**Exercise details**
Read the data below. Every line holding the string "absolute" must be copied.

(Collected data entries)

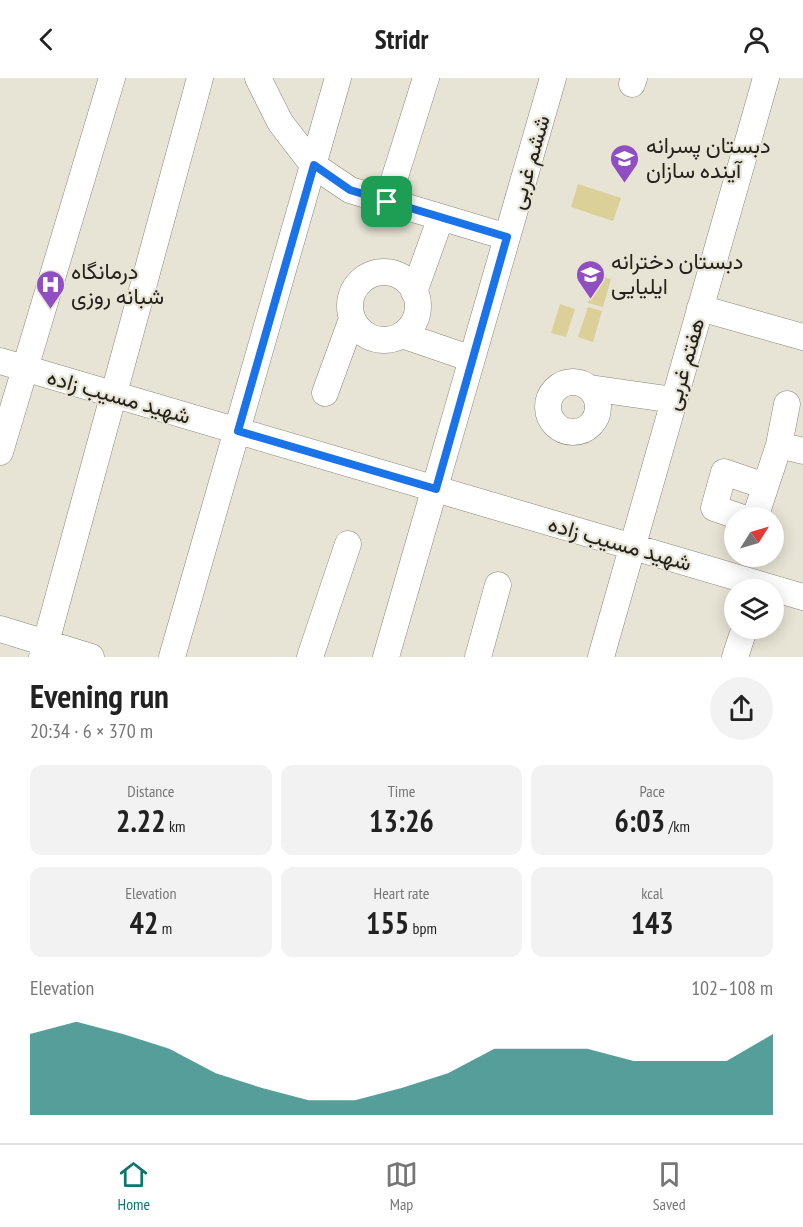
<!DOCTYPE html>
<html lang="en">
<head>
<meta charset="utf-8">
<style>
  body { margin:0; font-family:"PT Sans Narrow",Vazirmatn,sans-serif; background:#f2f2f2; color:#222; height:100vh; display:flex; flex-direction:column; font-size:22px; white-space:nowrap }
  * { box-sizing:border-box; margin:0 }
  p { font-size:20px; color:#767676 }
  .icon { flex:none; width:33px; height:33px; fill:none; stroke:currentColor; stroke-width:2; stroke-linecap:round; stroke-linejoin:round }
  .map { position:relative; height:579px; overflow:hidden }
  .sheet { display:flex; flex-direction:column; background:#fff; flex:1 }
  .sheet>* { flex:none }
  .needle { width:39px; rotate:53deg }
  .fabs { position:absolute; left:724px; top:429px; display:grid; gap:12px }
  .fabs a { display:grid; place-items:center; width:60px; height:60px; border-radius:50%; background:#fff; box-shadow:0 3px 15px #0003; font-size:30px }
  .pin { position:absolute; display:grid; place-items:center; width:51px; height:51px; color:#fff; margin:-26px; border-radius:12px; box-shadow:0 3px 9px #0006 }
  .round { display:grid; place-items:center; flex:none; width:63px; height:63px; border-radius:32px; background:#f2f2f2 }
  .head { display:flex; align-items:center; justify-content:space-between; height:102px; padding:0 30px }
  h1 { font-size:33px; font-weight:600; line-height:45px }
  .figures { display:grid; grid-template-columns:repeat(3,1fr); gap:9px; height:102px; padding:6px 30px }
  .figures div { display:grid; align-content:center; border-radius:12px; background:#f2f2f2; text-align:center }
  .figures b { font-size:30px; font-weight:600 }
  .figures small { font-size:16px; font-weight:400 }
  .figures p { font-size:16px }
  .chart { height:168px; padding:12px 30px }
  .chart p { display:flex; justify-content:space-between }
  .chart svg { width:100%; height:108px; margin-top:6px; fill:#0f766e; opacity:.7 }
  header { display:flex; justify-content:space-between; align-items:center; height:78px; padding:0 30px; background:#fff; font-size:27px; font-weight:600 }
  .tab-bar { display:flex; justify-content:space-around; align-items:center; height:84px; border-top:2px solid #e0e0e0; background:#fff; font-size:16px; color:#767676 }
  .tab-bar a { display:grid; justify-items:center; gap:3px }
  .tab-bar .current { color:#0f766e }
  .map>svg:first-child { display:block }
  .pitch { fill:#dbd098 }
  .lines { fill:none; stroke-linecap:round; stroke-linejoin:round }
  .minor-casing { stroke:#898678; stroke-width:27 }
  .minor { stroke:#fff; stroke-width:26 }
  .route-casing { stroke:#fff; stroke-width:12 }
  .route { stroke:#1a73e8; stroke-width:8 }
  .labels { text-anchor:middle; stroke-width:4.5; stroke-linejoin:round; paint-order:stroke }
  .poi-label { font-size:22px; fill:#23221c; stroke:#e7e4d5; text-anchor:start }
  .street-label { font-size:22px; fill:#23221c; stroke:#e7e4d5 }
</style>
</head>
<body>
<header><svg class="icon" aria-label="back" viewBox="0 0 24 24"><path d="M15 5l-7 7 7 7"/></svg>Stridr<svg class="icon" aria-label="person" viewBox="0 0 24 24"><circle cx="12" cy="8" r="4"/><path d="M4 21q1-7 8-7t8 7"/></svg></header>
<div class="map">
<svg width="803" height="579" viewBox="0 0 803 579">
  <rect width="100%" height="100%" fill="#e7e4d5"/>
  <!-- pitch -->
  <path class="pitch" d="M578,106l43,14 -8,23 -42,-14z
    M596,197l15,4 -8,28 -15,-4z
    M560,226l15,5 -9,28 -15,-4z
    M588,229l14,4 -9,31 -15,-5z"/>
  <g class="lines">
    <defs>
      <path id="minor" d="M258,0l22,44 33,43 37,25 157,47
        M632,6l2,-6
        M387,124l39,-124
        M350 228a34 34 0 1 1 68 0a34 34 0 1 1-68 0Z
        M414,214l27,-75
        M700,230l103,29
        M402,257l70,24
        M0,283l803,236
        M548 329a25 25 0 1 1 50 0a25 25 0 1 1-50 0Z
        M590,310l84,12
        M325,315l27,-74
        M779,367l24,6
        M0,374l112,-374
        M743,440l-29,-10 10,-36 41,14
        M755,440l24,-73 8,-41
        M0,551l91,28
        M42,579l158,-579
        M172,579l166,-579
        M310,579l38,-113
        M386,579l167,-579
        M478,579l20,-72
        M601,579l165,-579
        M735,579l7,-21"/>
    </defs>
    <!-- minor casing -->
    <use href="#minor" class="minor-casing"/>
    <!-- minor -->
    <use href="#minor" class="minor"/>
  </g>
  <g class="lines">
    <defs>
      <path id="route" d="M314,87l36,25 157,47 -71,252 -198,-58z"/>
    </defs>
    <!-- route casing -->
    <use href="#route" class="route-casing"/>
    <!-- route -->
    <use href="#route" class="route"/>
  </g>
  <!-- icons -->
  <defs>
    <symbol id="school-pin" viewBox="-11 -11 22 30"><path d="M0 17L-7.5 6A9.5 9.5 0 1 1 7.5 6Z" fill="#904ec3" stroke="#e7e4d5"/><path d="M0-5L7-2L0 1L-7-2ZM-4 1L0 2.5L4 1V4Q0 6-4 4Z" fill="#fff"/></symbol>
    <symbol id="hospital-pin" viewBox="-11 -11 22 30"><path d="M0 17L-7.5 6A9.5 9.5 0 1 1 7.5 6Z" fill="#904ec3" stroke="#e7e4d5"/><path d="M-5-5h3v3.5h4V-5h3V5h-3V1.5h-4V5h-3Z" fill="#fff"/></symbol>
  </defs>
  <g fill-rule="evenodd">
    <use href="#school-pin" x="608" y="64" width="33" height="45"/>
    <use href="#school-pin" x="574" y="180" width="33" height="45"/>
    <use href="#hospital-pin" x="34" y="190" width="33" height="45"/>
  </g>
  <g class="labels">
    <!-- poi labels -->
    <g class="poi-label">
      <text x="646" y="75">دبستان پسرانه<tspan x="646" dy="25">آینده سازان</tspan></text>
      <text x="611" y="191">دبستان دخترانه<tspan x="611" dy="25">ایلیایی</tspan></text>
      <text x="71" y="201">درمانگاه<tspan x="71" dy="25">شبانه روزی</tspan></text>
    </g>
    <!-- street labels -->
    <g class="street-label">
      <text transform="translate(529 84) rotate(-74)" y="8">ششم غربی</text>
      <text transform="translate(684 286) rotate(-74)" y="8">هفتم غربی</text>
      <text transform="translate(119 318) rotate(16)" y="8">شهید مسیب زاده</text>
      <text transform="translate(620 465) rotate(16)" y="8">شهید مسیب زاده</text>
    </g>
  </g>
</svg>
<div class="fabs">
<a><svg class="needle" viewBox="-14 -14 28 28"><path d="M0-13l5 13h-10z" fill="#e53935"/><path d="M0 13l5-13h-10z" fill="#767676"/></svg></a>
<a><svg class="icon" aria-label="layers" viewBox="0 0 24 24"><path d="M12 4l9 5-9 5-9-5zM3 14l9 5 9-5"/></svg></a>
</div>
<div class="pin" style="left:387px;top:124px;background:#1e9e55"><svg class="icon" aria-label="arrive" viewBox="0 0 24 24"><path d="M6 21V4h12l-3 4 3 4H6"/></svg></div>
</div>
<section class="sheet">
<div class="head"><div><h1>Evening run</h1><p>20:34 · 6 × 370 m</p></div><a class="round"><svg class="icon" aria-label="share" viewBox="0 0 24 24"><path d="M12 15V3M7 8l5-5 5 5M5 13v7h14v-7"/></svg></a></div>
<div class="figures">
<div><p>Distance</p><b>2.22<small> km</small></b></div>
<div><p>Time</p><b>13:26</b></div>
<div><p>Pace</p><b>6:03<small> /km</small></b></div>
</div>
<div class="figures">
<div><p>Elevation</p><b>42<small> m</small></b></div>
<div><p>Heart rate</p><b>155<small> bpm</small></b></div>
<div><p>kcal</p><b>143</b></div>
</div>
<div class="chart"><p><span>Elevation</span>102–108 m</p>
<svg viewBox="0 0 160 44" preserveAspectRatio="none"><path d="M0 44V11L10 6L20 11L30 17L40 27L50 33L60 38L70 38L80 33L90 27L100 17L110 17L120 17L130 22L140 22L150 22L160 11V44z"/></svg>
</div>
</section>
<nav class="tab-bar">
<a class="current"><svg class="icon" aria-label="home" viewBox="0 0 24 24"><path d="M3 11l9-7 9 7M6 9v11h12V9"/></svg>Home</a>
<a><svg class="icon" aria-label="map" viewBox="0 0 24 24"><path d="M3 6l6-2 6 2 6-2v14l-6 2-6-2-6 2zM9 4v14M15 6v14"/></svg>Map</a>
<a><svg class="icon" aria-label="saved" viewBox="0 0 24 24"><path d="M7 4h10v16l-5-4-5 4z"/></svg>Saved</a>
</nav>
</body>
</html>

**Written response**
  .fabs { position:absolute; left:724px; top:429px; display:grid; gap:12px }
  .pin { position:absolute; display:grid; place-items:center; width:51px; height:51px; color:#fff; margin:-26px; border-radius:12px; box-shadow:0 3px 9px #0006 }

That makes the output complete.